Copy without pictures. Please restate each line of the listing exactly.

Content starts

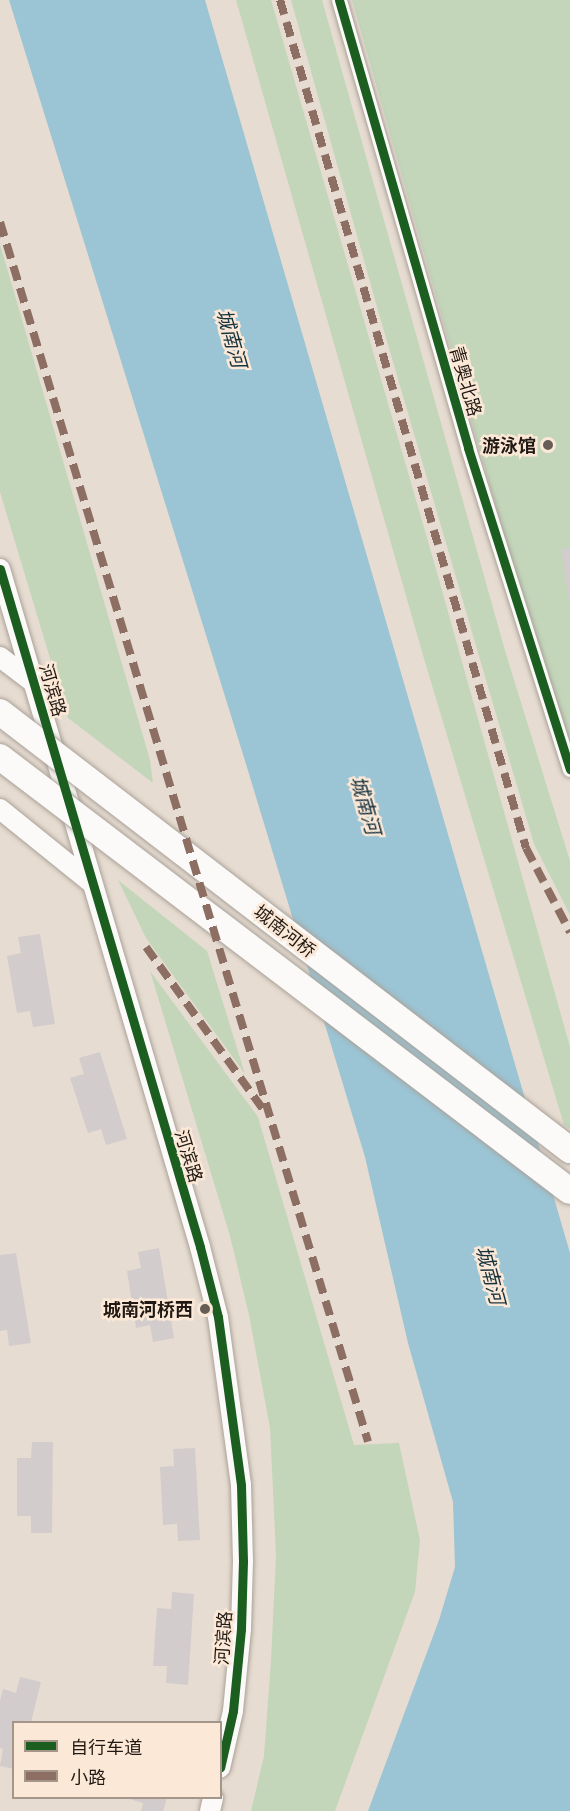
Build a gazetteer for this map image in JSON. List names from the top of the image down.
{
  "streets": {
    "highway": ["城南河桥"],
    "street": ["青奥北路", "河滨路"]
  },
  "water": ["城南河"],
  "places": ["游泳馆", "城南河桥西"],
  "legend": ["自行车道", "小路"]
}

Content ends

#### OUTPUT OF THE TASK:
Build a gazetteer for this map image in JSON. List names from the top of the image down.
{
  "streets": {
    "highway": ["城南河桥"],
    "street": ["青奥北路", "河滨路"]
  },
  "water": ["城南河"],
  "places": ["游泳馆", "城南河桥西"],
  "legend": ["自行车道", "小路"]
}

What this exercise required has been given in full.